Still other IMF critics, including George Soros, the international financier, say the real problem is the absence of global regulation of global markets. In their view, the international economic and financial order created in the aftermath of World War II at the Bretton Woods Conference in New Hampshire needs to be overhauled. That system, of which the IMF and its sister institution, the World Bank, are central elements, worked well for most of the last half-century. But today, these people argue, it has been overwhelmed by 24-hour trading and needs to be updated so it can keep up with the terrifying speed at which money flows in and out of countries.

All of this has left the IMF reeling. It has adjusted its programs slightly to quiet some of the criticism. But its defenders, including Rubin, say that while Asia is burning, no one should be reorganizing the fire department.
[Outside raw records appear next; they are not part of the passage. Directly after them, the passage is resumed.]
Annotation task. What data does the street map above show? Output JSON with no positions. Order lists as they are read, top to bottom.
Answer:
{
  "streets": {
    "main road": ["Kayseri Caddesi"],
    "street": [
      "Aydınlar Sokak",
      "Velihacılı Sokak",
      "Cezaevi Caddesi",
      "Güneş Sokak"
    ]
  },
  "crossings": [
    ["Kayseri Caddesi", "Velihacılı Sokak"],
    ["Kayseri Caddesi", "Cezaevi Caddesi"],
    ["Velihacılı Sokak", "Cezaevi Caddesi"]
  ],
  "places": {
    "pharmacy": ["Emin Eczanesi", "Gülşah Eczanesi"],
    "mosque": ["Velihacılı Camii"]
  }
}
Meanwhile, IMF officials are starting to answer their critics. "None of this will be easy," Stanley Fischer, the No.2 official in the IMF, said in a speech last week. The currency depreciations, Fischer said, have not "occurred by IMF design" and clearly have gone too far. But "without IMF support as a part of an international effort to stabilize these economies, it is likely that these currencies would have lost still more of their value," he added.
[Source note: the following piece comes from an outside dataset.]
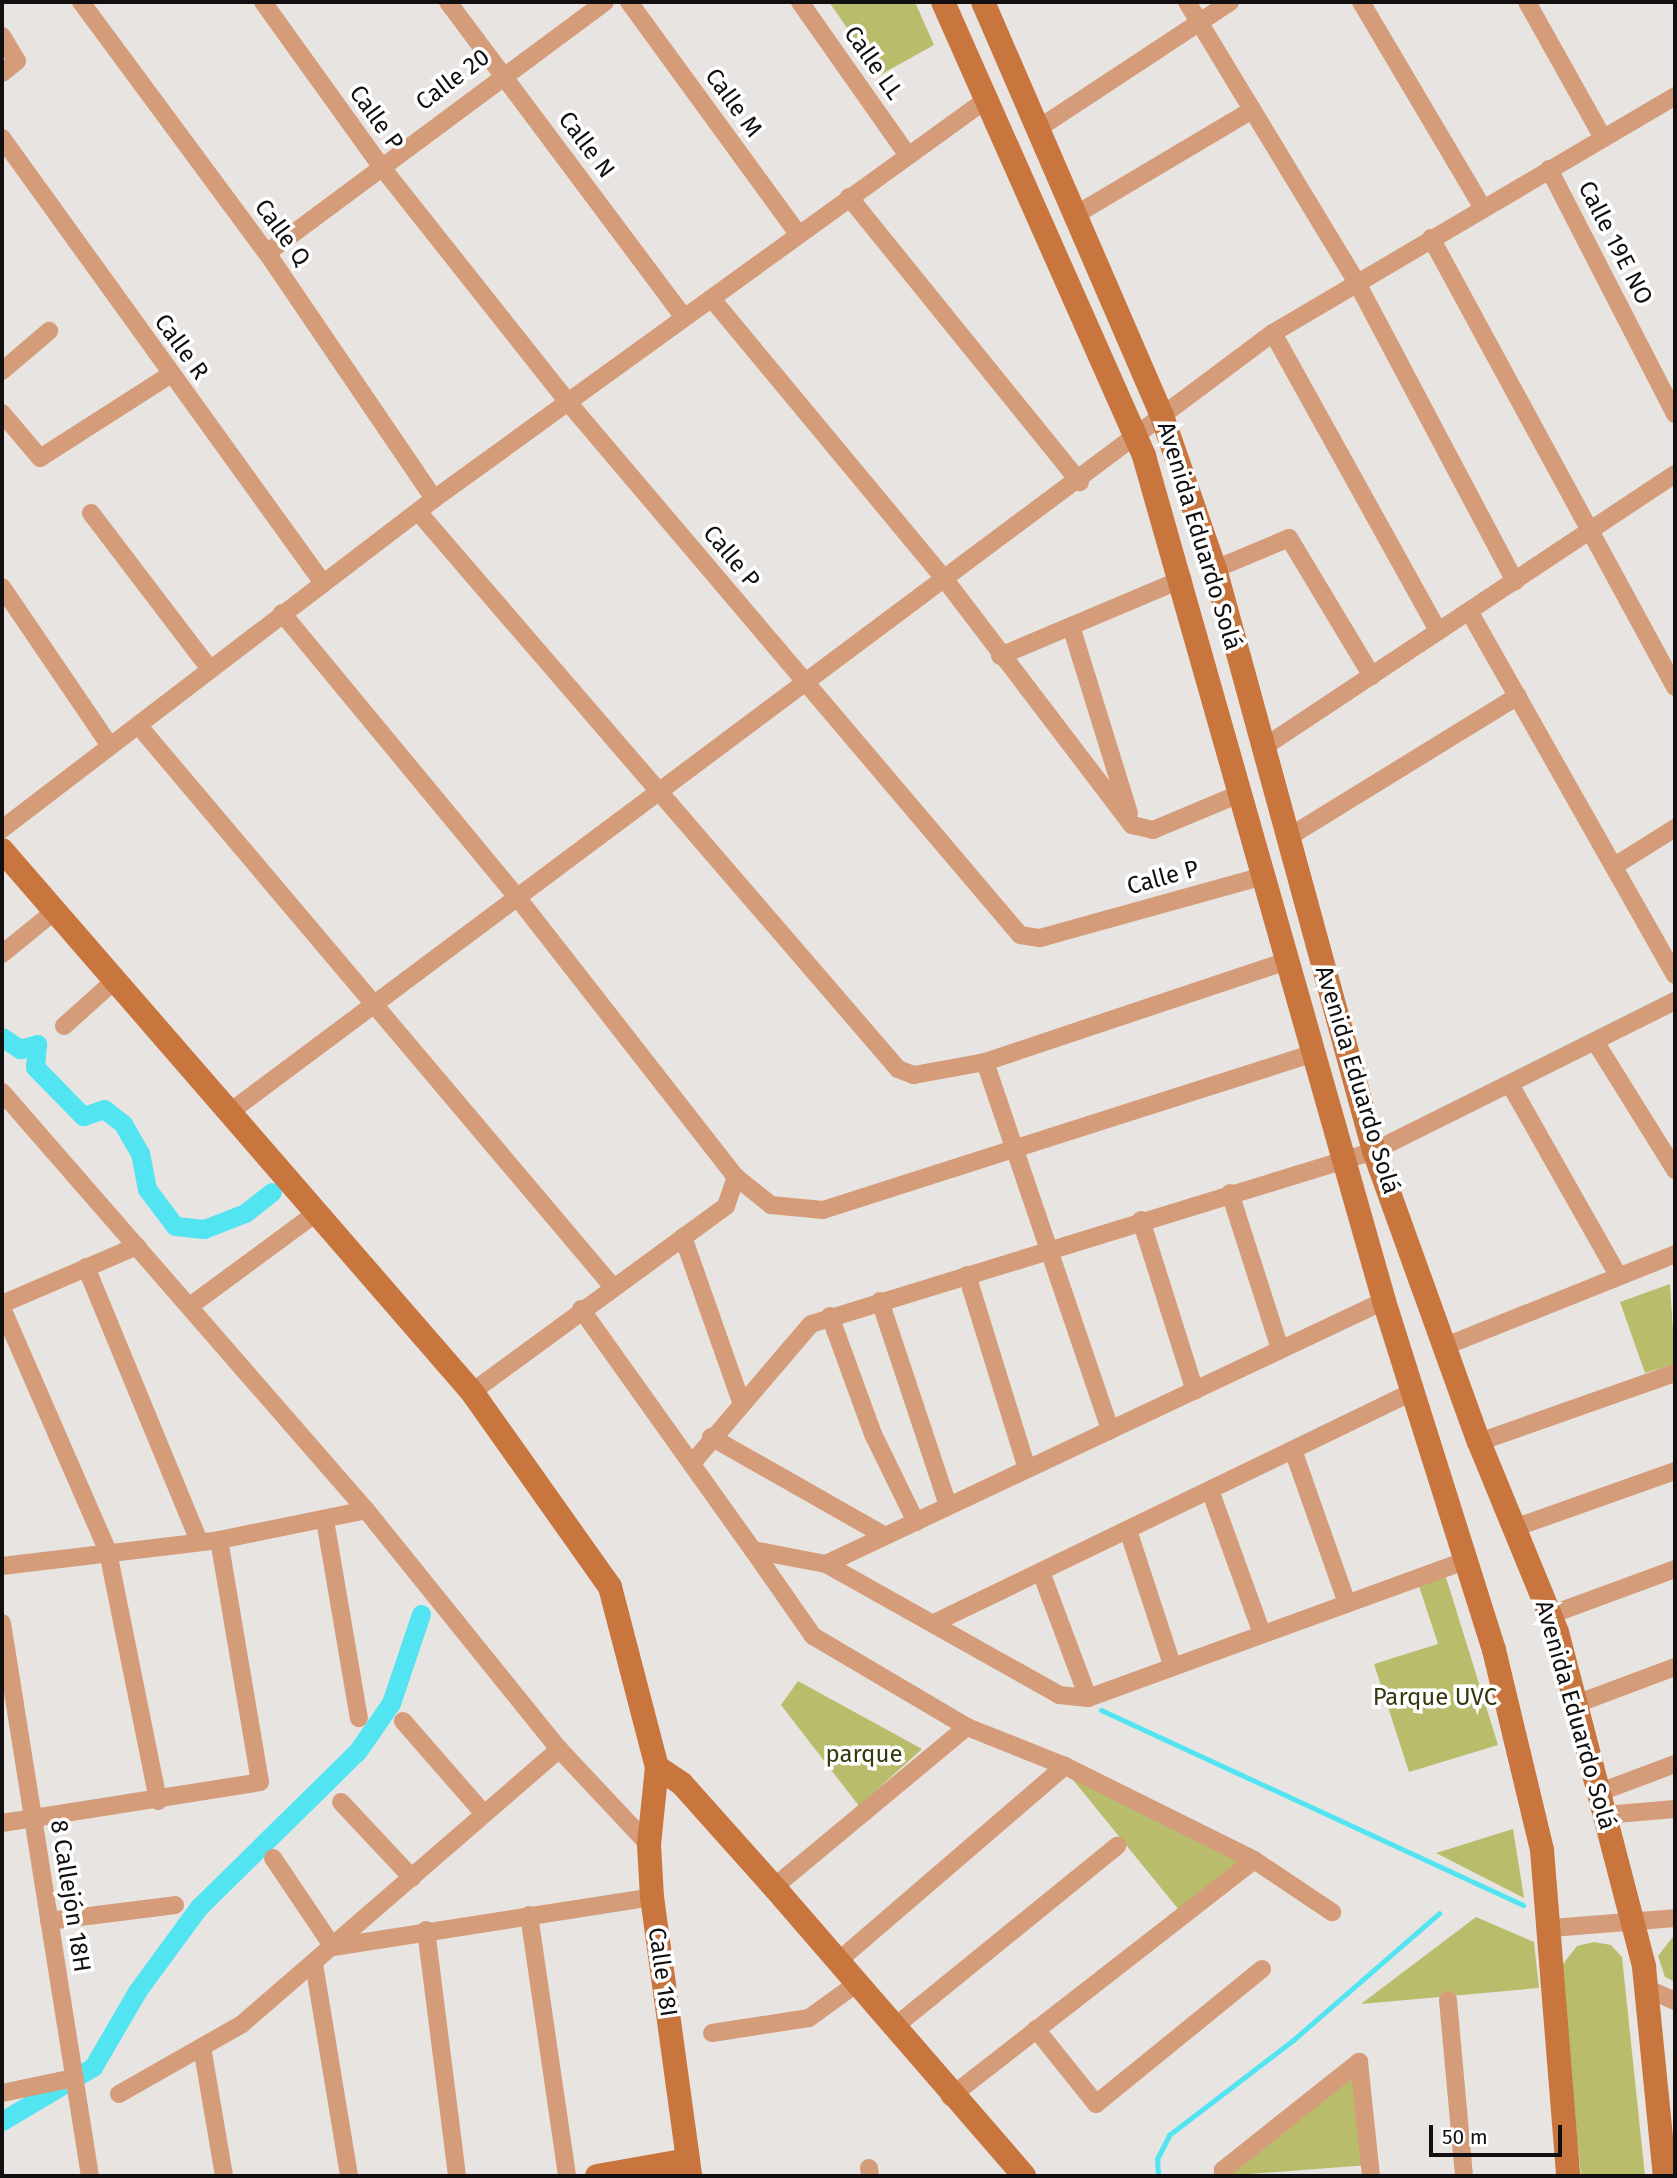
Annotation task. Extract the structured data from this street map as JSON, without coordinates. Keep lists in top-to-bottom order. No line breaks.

Turning to congressional critics -- whom he was careful not to name -- he said, "Simply letting the chips fall where they may would surely cause more bankruptcies, larger layoffs, deeper recession and even deeper depreciations than would otherwise be necessary to put these economies back on a sound footing."

The IMF's troubles in Washington start with the conservative right in Congress, which has long mixed a suspicion of Wall Street and big banks with a streak of isolationism. To some on the right, the problem with the IMF is not just the way it has dealt with the Asian crisis, but the institution's very existence.

Republican critics, like Senator Lauch Faircloth of North Carolina and Rep.e Ron Paul of Texas. say IMF bailouts have proved ineffective and, worse, have distorted the workings of the free market.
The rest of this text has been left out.